1, 1B according to the fourth item of the present disclosure is a

multi-shell tank

1, 1B according to any one of the first to fourth items, in which the connecting member 5 has an inner ring portion 53 including an inner edge portion 50a, an outer ring portion 51 that is positioned vertically away from the inner ring portion 53 and includes an outer edge portion 50b, and a tubular portion 52 that vertically connects the inner ring portion 53 and the outer ring portion 51 while being sandwiched between the inner ring portion 53 and the outer ring portion 51.

Since the connecting member 5 has a shape that allows relative displacement between the connected parts, stress generated in the connecting member 5 and the connected parts can be reduced.

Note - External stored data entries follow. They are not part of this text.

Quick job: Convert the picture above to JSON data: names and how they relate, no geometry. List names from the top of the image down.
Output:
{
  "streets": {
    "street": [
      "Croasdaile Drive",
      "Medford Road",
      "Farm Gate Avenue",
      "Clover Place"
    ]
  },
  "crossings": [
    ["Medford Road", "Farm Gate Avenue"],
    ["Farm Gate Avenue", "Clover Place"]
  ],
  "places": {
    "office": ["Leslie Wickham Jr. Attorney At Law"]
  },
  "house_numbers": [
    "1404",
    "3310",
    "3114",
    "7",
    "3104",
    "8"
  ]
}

The above discussion of the disclosure has been presented for purposes of illustration and description, and is not intended to limit the disclosure to the form disclosed herein. For example, although in the foregoing detailed description, various features of the disclosure are grouped together in some embodiments for the purpose of streamlining the disclosure, some of the features may be combined. Additionally, features included in this disclosure may be combined in alternative embodiments, configurations, or aspects other than those discussed above.

Claims

Inner tank and
an outer tank surrounding the inner tank;
a cylindrical inner skirt extending vertically from the outer wall of the inner tank to the foundation;
a connecting member interposed between the inner skirt and the outer tank and connecting the inner skirt and the outer tank;
The outer tank has an outer tank upper shell and an outer tank lower shell disposed below the outer tank upper shell,
The inner skirt has an upper skirt and a lower skirt disposed below the upper skirt,
The connecting member has an inner edge joined to the upper skirt and the lower skirt while being sandwiched between the upper skirt and the lower skirt in the vertical direction, and an outer edge joined to the lower edge of the outer tank upper shell. an annular plate having a portion;
Multi-shell tank.
further comprising a cylindrical outer skirt disposed outside the inner skirt and extending in the vertical direction from the lower edge of the outer tank upper shell to the foundation;
The outer edge portion of the annular plate is joined to the outer tank upper shell and the outer skirt while being sandwiched between the outer tank upper shell and the outer skirt in the vertical direction;
A multi-shell tank according to claim 1.
The outer tank upper shell has a hemispherical shell portion and a cylindrical body portion connected below the hemispherical shell portion,
The outer diameters of the cylinder body and the outer skirt are substantially the same, and the lower end of the cylinder body and the outer skirt are connected with the connecting member in between.
A multi-shell tank according to claim 2.
The connecting member has a deformation allowing portion that allows relative displacement of the outer edge with respect to the inner edge by elastically deforming.
A multi-shell tank according to any one of claims 1 to 3.
The connecting member is sandwiched between an inner ring portion including the inner edge portion, an outer ring portion disposed apart from the inner ring portion in the vertical direction and including the outer edge portion, and the inner ring portion and the outer ring portion. a cylindrical portion connecting the inner ring portion and the outer ring portion in the vertical direction in a manner that
A multi-shell tank according to any one of claims 1 to 4.